▶ **Assigned task**
Print the lines in the listing below that fall between the line with "margin:0; font-size:13px; white-space:nowrap;" and the line with "flex:none; width:22px; height:22px;", those two lines included, exactly as they stand and with nothing else.

Segment Open

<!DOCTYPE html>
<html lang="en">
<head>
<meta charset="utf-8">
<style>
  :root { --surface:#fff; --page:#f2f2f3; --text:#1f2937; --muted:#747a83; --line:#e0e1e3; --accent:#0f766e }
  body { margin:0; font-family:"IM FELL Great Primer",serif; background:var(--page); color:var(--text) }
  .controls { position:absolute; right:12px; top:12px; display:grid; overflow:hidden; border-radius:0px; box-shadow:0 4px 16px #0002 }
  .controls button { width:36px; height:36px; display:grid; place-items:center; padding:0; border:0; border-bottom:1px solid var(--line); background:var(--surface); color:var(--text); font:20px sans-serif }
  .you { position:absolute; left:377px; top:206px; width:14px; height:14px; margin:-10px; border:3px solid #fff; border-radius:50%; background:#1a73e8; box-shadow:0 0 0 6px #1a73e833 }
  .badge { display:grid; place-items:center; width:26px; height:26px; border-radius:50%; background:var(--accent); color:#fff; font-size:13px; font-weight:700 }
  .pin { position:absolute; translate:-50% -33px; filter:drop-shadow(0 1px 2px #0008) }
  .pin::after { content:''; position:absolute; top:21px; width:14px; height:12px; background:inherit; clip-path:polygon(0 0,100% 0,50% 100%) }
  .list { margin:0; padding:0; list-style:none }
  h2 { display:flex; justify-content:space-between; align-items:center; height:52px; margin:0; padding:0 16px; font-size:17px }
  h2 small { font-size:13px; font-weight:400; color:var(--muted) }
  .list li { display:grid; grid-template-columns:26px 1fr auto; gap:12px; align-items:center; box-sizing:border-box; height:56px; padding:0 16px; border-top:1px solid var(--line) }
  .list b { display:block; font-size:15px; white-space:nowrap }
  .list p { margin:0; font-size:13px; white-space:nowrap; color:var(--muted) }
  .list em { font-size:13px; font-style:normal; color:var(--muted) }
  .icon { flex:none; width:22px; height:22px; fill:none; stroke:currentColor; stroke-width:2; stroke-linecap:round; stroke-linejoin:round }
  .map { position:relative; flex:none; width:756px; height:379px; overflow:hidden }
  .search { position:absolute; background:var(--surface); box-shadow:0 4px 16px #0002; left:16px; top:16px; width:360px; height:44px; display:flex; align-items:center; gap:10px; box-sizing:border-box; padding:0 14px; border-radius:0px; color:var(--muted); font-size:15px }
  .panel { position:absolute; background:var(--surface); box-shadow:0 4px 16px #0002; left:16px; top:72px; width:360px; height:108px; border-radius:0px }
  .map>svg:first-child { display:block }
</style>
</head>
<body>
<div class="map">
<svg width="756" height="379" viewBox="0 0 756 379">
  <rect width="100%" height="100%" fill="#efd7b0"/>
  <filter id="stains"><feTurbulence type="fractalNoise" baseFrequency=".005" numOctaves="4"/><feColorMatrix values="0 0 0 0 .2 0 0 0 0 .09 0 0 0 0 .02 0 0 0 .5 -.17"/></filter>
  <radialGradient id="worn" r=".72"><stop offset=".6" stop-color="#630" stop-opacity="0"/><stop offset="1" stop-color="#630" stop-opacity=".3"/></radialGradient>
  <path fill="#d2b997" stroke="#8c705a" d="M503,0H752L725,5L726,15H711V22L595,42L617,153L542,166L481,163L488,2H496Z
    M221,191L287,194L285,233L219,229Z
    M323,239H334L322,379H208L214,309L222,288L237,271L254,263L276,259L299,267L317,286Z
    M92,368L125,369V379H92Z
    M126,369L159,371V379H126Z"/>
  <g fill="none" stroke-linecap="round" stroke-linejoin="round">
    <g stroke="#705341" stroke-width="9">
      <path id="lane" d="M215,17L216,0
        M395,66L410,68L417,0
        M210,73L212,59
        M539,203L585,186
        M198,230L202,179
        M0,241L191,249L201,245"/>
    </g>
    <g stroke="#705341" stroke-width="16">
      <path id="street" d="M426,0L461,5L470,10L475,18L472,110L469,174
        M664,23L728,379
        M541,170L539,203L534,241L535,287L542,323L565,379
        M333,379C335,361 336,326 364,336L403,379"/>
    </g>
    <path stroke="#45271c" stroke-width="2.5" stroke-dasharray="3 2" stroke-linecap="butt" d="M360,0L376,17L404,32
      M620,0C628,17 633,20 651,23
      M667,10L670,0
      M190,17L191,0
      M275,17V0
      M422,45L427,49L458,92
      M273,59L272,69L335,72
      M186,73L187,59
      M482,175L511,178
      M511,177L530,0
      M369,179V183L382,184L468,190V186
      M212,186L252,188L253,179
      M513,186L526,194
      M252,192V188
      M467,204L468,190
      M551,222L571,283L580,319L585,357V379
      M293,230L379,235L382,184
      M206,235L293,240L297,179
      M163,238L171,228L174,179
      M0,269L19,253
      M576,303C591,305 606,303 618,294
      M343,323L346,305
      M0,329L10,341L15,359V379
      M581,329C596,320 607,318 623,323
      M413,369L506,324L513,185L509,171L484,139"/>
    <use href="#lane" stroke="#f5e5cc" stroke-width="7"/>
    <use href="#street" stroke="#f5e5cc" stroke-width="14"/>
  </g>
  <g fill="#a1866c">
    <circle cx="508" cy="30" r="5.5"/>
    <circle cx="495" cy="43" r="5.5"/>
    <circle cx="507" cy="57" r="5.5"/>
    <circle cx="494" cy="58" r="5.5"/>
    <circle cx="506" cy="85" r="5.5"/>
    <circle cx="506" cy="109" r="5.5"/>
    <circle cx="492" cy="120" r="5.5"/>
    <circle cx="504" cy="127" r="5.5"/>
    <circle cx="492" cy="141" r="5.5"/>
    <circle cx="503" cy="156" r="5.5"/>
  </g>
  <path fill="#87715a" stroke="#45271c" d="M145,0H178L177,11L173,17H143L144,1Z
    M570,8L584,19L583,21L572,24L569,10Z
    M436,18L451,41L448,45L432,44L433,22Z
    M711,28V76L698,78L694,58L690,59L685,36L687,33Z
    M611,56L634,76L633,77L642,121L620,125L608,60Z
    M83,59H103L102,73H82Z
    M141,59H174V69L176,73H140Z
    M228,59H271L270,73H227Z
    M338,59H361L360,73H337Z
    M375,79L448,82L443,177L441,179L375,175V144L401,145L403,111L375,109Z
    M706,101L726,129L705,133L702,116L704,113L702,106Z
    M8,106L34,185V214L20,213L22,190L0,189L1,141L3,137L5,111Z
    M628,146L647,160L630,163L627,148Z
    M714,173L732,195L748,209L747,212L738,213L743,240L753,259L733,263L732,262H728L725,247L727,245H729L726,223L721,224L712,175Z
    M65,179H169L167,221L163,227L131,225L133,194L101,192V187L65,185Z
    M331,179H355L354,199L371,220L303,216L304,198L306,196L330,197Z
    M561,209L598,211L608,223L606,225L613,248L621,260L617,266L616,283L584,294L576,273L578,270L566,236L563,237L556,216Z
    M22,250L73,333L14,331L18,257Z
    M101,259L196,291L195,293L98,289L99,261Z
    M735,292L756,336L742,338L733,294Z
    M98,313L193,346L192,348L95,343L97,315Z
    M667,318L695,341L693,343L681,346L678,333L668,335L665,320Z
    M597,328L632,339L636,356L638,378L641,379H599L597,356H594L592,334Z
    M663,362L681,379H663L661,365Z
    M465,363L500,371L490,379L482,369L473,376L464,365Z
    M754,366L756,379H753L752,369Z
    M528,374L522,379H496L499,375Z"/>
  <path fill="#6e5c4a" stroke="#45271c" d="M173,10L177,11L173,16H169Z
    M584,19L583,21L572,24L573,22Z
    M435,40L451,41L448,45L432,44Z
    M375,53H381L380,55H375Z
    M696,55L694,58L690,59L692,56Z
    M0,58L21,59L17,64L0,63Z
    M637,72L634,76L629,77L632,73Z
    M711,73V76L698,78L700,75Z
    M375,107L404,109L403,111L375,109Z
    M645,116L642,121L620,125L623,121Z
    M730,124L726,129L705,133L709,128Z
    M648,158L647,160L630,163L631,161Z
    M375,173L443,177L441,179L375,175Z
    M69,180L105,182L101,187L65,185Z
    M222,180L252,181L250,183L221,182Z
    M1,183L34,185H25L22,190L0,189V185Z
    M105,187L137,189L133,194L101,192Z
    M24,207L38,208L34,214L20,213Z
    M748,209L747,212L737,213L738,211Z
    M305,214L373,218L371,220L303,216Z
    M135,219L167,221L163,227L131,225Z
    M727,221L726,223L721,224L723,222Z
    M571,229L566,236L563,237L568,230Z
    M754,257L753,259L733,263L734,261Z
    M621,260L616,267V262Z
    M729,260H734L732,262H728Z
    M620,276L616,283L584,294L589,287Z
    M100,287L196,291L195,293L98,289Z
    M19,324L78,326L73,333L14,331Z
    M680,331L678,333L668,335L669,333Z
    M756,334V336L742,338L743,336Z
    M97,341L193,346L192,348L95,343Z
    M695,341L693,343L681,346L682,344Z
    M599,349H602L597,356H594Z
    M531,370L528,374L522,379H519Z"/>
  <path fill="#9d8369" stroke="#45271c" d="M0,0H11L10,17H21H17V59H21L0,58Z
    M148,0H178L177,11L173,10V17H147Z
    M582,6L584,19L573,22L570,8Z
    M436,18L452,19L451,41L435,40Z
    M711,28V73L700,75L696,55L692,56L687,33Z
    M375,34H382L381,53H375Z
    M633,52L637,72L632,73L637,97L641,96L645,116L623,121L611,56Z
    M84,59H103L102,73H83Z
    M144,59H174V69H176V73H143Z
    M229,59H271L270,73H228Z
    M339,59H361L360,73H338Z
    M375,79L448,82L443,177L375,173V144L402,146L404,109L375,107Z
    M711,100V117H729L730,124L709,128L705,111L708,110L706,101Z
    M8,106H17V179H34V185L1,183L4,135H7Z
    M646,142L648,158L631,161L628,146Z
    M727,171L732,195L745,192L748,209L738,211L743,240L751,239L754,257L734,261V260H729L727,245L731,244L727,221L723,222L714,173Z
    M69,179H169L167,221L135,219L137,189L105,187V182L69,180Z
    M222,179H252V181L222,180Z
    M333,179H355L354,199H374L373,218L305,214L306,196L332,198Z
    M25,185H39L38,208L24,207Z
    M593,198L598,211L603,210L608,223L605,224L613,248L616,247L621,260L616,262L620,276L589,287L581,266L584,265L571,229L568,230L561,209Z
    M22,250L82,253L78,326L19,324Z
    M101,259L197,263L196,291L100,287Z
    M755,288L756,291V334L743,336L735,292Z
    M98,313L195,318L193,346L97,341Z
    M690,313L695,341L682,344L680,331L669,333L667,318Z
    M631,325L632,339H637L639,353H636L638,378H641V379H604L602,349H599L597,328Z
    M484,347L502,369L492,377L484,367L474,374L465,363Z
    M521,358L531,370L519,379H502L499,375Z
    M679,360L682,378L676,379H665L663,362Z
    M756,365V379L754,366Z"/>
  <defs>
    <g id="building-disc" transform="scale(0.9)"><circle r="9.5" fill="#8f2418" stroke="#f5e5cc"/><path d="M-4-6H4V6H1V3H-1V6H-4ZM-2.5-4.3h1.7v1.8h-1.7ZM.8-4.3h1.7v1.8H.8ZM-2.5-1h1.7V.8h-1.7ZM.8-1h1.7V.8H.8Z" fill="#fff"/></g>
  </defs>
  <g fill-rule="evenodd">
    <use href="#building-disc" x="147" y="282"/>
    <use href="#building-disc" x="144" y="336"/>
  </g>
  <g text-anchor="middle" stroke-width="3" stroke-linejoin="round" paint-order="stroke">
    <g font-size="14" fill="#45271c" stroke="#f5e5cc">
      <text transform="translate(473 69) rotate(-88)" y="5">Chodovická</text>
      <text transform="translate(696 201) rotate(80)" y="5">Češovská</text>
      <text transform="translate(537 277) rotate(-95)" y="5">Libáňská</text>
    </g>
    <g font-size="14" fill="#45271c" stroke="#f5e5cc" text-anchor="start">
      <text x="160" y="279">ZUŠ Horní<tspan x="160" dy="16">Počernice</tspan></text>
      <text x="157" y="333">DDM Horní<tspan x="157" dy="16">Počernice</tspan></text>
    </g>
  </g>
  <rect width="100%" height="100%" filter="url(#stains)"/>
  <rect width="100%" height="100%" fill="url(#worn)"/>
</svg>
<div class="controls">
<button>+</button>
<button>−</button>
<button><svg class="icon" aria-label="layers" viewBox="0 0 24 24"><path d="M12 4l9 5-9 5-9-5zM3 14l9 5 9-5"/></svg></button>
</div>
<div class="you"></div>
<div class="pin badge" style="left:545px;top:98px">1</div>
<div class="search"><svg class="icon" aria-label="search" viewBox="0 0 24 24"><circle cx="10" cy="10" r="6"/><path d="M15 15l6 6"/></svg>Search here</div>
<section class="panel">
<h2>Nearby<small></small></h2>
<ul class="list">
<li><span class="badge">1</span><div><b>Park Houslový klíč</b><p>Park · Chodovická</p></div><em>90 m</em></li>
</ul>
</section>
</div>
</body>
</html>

Segment Closed
Segment Open

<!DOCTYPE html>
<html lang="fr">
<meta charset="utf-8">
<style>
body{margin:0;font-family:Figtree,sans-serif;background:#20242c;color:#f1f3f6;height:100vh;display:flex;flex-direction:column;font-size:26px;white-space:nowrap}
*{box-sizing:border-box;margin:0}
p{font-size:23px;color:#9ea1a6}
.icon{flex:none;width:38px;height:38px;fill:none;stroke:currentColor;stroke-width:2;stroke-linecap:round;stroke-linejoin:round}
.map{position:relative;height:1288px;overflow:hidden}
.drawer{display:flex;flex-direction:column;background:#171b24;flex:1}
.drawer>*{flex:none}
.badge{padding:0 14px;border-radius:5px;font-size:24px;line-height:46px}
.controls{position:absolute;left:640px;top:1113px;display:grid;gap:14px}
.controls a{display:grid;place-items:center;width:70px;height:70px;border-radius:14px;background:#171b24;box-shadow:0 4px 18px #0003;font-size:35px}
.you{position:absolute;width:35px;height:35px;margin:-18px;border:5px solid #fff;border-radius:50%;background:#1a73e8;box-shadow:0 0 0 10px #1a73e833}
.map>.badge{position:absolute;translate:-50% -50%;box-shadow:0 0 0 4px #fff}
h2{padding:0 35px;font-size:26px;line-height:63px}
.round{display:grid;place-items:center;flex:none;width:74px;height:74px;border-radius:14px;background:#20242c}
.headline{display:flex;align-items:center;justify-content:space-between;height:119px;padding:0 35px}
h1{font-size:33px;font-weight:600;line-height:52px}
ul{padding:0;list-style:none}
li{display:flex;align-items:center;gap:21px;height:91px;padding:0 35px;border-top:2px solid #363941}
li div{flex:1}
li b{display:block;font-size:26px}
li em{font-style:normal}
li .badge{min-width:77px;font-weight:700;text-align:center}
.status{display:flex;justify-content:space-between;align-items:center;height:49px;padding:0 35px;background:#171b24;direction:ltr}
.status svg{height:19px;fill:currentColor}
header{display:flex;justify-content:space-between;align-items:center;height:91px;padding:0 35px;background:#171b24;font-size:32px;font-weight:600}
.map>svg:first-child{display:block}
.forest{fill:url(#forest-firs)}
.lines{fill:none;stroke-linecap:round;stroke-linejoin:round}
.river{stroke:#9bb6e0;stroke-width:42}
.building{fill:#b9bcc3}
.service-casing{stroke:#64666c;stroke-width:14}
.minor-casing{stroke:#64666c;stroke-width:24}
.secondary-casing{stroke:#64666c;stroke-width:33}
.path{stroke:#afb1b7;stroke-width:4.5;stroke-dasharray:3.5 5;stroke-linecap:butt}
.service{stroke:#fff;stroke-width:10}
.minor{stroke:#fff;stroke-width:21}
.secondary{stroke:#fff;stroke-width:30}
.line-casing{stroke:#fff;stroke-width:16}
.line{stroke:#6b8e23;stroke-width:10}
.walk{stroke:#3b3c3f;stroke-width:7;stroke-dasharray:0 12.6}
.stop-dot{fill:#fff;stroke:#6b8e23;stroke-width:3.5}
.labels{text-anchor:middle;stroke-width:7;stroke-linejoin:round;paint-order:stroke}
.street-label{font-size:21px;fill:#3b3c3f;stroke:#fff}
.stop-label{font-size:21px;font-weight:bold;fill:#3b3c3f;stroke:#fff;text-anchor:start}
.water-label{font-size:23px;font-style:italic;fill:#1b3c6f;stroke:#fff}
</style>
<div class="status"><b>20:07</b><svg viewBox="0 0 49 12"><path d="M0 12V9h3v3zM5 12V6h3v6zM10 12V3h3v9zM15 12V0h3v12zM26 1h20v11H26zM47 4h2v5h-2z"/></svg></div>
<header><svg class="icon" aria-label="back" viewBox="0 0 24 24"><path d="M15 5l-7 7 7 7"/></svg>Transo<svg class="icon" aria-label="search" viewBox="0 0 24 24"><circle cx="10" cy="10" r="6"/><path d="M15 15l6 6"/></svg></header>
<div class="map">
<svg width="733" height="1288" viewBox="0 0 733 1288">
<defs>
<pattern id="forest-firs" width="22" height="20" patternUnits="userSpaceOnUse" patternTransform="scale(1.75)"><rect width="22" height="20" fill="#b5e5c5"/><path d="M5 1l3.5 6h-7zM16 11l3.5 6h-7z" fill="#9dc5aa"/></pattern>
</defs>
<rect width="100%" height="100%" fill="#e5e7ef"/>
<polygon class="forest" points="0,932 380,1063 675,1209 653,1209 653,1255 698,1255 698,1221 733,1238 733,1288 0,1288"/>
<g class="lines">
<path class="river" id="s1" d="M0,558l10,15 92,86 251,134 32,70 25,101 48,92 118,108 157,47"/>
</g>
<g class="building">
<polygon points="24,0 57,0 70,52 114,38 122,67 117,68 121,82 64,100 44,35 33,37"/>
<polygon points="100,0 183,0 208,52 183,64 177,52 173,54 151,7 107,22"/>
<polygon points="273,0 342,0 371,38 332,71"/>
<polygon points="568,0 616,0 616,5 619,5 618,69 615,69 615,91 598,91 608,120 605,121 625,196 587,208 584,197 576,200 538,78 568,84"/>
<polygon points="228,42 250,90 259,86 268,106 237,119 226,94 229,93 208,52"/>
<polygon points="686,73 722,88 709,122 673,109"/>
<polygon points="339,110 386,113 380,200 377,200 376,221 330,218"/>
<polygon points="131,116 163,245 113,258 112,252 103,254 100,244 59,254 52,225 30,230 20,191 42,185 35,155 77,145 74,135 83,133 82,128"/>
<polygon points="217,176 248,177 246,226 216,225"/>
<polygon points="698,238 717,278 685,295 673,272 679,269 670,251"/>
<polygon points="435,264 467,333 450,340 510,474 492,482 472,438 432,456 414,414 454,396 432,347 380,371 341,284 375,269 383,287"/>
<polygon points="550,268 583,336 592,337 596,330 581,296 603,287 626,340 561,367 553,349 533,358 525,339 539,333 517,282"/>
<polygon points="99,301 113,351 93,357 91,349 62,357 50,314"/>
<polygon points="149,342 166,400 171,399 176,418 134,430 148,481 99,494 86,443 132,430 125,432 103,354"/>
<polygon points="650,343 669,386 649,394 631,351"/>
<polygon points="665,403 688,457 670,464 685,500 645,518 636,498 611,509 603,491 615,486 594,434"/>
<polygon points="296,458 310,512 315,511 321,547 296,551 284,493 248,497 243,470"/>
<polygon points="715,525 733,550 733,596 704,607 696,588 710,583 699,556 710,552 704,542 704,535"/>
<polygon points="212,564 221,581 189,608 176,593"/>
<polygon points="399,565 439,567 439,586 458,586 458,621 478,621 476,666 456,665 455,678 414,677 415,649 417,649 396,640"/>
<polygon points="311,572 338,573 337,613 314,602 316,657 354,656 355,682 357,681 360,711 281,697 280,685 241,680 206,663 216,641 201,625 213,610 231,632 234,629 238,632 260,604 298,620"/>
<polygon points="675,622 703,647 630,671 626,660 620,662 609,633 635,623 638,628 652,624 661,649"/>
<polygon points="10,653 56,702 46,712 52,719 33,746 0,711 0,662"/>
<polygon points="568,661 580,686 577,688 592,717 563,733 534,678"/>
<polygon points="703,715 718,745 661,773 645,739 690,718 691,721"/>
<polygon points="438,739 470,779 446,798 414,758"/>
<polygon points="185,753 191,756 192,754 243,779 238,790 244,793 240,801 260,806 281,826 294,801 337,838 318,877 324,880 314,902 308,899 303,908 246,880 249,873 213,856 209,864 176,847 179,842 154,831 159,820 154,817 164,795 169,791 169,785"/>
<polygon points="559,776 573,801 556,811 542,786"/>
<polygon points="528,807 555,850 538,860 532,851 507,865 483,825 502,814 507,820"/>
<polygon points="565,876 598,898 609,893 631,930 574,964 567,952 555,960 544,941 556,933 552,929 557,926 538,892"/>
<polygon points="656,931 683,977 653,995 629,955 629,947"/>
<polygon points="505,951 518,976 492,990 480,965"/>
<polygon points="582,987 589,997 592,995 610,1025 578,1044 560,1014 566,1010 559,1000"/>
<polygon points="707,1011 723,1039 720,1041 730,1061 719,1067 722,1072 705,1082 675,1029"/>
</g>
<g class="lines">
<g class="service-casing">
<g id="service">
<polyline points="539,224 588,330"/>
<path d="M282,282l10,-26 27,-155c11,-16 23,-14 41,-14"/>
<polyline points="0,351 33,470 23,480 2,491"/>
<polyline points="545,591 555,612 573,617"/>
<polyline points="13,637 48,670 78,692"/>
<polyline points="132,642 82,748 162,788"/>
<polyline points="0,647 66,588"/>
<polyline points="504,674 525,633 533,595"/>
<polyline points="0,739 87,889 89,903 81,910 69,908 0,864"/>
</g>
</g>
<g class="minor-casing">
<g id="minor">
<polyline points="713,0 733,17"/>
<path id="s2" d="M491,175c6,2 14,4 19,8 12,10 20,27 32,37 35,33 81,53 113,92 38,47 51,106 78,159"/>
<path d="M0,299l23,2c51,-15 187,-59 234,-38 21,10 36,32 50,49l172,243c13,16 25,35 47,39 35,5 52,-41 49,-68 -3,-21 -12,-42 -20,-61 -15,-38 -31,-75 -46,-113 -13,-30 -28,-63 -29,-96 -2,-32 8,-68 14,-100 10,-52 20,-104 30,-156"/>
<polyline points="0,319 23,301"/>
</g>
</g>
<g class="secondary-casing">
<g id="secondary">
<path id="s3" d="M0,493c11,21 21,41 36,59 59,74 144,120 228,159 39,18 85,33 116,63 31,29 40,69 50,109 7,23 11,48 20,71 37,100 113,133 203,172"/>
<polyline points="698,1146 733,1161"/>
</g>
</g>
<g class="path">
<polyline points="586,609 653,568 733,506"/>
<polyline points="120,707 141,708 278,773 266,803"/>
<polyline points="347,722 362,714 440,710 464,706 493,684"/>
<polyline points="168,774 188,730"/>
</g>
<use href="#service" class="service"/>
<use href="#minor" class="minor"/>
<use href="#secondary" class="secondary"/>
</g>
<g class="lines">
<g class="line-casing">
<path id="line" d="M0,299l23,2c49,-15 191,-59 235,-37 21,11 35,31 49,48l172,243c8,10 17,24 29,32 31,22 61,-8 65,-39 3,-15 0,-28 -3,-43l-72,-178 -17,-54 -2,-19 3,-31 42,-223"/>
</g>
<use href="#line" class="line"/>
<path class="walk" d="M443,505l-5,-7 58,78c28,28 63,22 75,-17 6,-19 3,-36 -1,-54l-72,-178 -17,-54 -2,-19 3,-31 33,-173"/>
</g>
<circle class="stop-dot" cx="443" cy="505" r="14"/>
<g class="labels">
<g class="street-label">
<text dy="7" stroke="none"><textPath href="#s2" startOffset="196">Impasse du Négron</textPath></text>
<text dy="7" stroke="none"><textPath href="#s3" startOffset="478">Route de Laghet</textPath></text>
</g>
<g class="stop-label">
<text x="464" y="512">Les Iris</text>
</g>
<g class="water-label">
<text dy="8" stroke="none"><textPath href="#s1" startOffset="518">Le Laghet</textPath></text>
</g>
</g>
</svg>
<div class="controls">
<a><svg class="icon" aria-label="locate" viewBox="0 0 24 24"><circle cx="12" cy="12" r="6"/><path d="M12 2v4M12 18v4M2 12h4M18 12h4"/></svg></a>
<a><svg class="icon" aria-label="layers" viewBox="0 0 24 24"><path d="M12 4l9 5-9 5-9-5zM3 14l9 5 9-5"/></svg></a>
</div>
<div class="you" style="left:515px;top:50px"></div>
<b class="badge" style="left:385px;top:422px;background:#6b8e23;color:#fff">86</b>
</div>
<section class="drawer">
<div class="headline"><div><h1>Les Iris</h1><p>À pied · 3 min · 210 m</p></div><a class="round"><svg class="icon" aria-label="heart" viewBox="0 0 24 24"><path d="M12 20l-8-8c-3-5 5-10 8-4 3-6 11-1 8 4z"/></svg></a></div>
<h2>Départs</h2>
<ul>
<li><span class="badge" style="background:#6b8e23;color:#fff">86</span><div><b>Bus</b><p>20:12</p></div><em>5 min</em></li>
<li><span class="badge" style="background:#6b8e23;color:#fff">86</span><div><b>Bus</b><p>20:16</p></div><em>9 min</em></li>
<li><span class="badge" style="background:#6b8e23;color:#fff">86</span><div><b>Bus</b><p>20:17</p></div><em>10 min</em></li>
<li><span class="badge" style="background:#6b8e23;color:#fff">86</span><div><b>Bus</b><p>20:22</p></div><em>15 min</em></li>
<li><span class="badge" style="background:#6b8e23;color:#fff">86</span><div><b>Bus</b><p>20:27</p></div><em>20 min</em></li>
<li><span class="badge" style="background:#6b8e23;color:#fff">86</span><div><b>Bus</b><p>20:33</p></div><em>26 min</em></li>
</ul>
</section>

Segment Closed

▶ **Result of the exercise**
  .list p { margin:0; font-size:13px; white-space:nowrap; color:var(--muted) }
  .list em { font-size:13px; font-style:normal; color:var(--muted) }
  .icon { flex:none; width:22px; height:22px; fill:none; stroke:currentColor; stroke-width:2; stroke-linecap:round; stroke-linejoin:round }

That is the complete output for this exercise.